- RAW DATA -
= = = =

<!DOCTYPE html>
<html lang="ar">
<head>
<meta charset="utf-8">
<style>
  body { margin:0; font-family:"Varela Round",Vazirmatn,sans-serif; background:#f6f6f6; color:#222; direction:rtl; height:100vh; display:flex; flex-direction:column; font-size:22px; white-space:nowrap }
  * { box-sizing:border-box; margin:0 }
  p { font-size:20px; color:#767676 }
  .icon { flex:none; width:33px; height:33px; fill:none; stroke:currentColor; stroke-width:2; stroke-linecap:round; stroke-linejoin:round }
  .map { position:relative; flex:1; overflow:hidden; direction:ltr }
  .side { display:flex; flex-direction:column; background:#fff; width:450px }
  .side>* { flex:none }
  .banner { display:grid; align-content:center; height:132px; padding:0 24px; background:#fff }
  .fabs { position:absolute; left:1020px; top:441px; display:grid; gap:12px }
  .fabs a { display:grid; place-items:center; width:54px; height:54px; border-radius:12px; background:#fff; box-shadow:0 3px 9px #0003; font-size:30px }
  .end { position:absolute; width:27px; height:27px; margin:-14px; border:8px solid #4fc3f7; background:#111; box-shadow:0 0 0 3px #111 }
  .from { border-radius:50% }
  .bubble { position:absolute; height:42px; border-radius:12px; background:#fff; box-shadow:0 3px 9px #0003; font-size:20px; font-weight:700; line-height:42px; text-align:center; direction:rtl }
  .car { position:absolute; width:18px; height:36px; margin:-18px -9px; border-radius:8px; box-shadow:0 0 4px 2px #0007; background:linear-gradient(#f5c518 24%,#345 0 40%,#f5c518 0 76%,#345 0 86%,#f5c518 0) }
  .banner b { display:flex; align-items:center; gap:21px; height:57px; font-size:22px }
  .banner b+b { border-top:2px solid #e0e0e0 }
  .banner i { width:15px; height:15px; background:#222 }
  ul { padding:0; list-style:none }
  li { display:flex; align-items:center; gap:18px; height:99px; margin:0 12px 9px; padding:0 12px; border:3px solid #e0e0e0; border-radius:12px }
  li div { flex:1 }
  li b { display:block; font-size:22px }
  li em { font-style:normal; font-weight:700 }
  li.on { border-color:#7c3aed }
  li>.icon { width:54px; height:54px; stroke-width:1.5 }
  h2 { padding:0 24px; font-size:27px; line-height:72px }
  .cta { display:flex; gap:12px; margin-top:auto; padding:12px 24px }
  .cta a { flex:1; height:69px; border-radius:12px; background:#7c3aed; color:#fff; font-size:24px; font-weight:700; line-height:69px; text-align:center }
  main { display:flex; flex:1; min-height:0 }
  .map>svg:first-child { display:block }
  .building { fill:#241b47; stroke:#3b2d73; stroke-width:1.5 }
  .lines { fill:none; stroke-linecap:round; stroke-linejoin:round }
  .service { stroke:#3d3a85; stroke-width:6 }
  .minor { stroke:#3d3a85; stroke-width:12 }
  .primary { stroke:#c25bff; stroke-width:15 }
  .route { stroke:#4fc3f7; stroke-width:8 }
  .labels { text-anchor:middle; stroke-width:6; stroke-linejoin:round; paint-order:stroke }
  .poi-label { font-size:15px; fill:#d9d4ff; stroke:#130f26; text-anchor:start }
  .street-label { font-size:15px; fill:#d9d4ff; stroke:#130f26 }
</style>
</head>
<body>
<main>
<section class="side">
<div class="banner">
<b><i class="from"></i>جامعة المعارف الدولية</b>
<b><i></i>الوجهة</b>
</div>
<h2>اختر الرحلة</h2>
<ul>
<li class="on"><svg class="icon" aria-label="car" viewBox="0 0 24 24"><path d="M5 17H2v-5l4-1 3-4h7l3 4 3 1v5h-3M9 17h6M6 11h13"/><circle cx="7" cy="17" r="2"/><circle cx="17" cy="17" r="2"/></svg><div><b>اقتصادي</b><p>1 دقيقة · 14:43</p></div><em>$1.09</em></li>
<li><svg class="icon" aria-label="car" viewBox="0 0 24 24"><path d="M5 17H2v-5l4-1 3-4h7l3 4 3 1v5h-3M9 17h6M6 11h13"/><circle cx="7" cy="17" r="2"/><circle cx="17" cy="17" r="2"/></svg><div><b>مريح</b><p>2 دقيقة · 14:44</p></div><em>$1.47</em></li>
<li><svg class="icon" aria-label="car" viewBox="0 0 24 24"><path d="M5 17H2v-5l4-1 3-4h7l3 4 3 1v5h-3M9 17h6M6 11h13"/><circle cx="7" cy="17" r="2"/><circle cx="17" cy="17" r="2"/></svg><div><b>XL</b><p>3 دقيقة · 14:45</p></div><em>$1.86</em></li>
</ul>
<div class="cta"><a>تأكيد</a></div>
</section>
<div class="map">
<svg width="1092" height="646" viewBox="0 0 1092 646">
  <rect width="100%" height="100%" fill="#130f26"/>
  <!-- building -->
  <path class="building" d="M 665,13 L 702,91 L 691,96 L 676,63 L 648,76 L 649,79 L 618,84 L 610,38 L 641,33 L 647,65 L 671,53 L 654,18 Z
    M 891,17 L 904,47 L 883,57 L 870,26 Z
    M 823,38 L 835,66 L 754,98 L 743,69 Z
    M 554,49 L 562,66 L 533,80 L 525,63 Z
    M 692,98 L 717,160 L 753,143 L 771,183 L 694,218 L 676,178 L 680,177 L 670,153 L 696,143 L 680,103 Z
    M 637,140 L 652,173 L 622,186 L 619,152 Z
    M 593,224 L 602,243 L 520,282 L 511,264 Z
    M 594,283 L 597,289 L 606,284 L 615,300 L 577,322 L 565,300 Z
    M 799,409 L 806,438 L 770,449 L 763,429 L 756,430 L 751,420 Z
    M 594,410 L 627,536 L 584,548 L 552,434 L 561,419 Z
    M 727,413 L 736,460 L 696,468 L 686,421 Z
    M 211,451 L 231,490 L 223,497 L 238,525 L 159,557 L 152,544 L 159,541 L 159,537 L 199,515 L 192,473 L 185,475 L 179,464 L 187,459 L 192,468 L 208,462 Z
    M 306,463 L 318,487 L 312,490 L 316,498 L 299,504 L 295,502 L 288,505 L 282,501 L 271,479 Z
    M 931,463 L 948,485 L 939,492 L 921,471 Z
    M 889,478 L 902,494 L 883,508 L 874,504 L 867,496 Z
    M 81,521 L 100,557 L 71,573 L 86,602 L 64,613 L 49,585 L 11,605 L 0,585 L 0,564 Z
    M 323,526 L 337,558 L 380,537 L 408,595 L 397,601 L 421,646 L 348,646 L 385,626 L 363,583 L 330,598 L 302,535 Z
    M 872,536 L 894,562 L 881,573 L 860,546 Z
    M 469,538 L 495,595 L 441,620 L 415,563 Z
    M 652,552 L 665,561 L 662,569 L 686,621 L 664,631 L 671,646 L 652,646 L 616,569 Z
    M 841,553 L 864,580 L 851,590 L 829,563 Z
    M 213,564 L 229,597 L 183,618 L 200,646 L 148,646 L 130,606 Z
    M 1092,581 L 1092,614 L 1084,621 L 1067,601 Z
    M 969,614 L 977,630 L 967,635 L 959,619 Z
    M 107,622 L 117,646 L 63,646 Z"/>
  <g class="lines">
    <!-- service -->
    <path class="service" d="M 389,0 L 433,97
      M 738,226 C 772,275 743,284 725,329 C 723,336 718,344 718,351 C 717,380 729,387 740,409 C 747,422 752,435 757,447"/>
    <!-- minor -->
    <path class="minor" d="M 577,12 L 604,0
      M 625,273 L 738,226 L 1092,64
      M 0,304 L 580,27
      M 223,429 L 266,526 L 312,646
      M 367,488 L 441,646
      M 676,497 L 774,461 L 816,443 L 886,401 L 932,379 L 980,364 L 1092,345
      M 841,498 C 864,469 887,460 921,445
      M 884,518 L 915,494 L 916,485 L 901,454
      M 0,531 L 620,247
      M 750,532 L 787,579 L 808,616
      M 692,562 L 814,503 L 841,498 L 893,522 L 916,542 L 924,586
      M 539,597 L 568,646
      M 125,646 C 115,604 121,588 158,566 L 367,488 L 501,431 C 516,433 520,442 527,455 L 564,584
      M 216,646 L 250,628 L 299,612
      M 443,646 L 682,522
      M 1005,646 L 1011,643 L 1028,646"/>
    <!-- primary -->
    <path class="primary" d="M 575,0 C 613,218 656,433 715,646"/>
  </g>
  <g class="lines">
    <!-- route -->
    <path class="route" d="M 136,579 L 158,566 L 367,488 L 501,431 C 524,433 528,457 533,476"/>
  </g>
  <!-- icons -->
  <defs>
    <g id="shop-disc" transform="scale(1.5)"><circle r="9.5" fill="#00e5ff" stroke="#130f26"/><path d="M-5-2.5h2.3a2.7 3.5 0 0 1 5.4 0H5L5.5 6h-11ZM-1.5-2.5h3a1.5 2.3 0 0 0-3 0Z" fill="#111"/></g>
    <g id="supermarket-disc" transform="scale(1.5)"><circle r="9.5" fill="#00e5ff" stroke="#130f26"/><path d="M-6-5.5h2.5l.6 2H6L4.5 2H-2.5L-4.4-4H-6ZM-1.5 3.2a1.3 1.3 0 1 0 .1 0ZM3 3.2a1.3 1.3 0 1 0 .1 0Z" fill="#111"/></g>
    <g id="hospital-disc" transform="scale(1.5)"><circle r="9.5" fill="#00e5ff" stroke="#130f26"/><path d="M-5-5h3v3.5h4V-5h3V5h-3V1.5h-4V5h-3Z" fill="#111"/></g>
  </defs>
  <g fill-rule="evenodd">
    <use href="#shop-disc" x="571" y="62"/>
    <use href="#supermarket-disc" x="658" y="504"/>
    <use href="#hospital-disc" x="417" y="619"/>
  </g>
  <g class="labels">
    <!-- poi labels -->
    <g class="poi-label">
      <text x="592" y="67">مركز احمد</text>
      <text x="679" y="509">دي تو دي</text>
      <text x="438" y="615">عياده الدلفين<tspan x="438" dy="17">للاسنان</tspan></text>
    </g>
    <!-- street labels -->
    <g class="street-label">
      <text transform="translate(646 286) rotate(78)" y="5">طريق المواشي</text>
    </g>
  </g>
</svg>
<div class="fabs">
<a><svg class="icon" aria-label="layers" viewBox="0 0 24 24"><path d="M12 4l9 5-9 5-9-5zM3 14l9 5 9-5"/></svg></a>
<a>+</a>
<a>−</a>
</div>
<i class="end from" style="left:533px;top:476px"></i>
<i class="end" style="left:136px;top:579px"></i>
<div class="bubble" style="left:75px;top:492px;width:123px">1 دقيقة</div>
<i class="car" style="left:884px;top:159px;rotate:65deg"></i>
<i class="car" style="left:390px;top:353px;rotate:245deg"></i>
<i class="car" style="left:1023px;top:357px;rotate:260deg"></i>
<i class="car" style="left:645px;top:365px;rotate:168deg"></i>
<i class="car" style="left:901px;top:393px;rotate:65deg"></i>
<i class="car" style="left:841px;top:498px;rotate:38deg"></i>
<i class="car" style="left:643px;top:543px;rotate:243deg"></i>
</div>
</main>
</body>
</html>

= = = =

Only lines with the string "shadow" are wanted; please find each one in the listing and copy it.

- TASK RESPONSE -
  .fabs a { display:grid; place-items:center; width:54px; height:54px; border-radius:12px; background:#fff; box-shadow:0 3px 9px #0003; font-size:30px }
  .end { position:absolute; width:27px; height:27px; margin:-14px; border:8px solid #4fc3f7; background:#111; box-shadow:0 0 0 3px #111 }
  .bubble { position:absolute; height:42px; border-radius:12px; background:#fff; box-shadow:0 3px 9px #0003; font-size:20px; font-weight:700; line-height:42px; text-align:center; direction:rtl }
  .car { position:absolute; width:18px; height:36px; margin:-18px -9px; border-radius:8px; box-shadow:0 0 4px 2px #0007; background:linear-gradient(#f5c518 24%,#345 0 40%,#f5c518 0 76%,#345 0 86%,#f5c518 0) }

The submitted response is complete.